* **Activity**
Please restate the data word for word.

(Collected data entries)

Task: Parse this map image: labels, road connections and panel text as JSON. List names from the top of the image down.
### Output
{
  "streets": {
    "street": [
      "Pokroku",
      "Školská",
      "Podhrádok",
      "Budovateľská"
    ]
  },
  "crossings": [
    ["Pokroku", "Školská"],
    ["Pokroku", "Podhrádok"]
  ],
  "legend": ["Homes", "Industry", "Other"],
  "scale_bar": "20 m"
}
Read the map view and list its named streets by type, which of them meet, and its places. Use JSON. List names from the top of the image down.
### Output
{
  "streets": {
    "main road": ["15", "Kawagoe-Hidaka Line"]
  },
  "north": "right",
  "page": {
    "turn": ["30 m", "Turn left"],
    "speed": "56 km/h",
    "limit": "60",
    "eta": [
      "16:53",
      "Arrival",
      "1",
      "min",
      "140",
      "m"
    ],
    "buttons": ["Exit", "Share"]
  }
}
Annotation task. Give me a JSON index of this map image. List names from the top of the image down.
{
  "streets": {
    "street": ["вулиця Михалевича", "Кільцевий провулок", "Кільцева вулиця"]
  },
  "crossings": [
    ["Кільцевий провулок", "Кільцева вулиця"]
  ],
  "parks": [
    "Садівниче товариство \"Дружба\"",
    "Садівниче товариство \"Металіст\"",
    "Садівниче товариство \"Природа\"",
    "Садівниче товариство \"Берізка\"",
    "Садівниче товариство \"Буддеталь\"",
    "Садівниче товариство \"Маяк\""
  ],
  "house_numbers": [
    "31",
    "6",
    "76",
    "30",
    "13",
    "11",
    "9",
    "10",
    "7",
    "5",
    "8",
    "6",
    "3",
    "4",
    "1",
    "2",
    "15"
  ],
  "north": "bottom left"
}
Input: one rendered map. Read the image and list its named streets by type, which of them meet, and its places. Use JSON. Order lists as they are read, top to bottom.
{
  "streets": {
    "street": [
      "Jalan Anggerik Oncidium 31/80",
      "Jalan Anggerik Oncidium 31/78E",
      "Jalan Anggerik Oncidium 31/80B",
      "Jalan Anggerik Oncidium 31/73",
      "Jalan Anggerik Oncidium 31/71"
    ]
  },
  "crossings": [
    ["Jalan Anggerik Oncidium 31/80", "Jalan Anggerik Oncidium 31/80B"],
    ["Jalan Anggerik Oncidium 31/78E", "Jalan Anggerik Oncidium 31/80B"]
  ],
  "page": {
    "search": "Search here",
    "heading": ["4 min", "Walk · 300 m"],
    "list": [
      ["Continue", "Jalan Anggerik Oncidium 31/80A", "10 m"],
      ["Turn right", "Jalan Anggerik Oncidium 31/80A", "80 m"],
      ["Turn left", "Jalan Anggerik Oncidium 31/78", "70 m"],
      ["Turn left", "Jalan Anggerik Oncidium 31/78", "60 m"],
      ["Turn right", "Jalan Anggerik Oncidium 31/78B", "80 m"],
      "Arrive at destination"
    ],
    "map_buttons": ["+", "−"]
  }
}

* **Response area**
Task: Parse this map image: labels, road connections and panel text as JSON. List names from the top of the image down.
### Output
{
  "streets": {
    "street": [
      "Pokroku",
      "Školská",
      "Podhrádok",
      "Budovateľská"
    ]
  },
  "crossings": [
    ["Pokroku", "Školská"],
    ["Pokroku", "Podhrádok"]
  ],
  "legend": ["Homes", "Industry", "Other"],
  "scale_bar": "20 m"
}
Read the map view and list its named streets by type, which of them meet, and its places. Use JSON. List names from the top of the image down.
### Output
{
  "streets": {
    "main road": ["15", "Kawagoe-Hidaka Line"]
  },
  "north": "right",
  "page": {
    "turn": ["30 m", "Turn left"],
    "speed": "56 km/h",
    "limit": "60",
    "eta": [
      "16:53",
      "Arrival",
      "1",
      "min",
      "140",
      "m"
    ],
    "buttons": ["Exit", "Share"]
  }
}
Annotation task. Give me a JSON index of this map image. List names from the top of the image down.
{
  "streets": {
    "street": ["вулиця Михалевича", "Кільцевий провулок", "Кільцева вулиця"]
  },
  "crossings": [
    ["Кільцевий провулок", "Кільцева вулиця"]
  ],
  "parks": [
    "Садівниче товариство \"Дружба\"",
    "Садівниче товариство \"Металіст\"",
    "Садівниче товариство \"Природа\"",
    "Садівниче товариство \"Берізка\"",
    "Садівниче товариство \"Буддеталь\"",
    "Садівниче товариство \"Маяк\""
  ],
  "house_numbers": [
    "31",
    "6",
    "76",
    "30",
    "13",
    "11",
    "9",
    "10",
    "7",
    "5",
    "8",
    "6",
    "3",
    "4",
    "1",
    "2",
    "15"
  ],
  "north": "bottom left"
}
Input: one rendered map. Read the image and list its named streets by type, which of them meet, and its places. Use JSON. Order lists as they are read, top to bottom.
{
  "streets": {
    "street": [
      "Jalan Anggerik Oncidium 31/80",
      "Jalan Anggerik Oncidium 31/78E",
      "Jalan Anggerik Oncidium 31/80B",
      "Jalan Anggerik Oncidium 31/73",
      "Jalan Anggerik Oncidium 31/71"
    ]
  },
  "crossings": [
    ["Jalan Anggerik Oncidium 31/80", "Jalan Anggerik Oncidium 31/80B"],
    ["Jalan Anggerik Oncidium 31/78E", "Jalan Anggerik Oncidium 31/80B"]
  ],
  "page": {
    "search": "Search here",
    "heading": ["4 min", "Walk · 300 m"],
    "list": [
      ["Continue", "Jalan Anggerik Oncidium 31/80A", "10 m"],
      ["Turn right", "Jalan Anggerik Oncidium 31/80A", "80 m"],
      ["Turn left", "Jalan Anggerik Oncidium 31/78", "70 m"],
      ["Turn left", "Jalan Anggerik Oncidium 31/78", "60 m"],
      ["Turn right", "Jalan Anggerik Oncidium 31/78B", "80 m"],
      "Arrive at destination"
    ],
    "map_buttons": ["+", "−"]
  }
}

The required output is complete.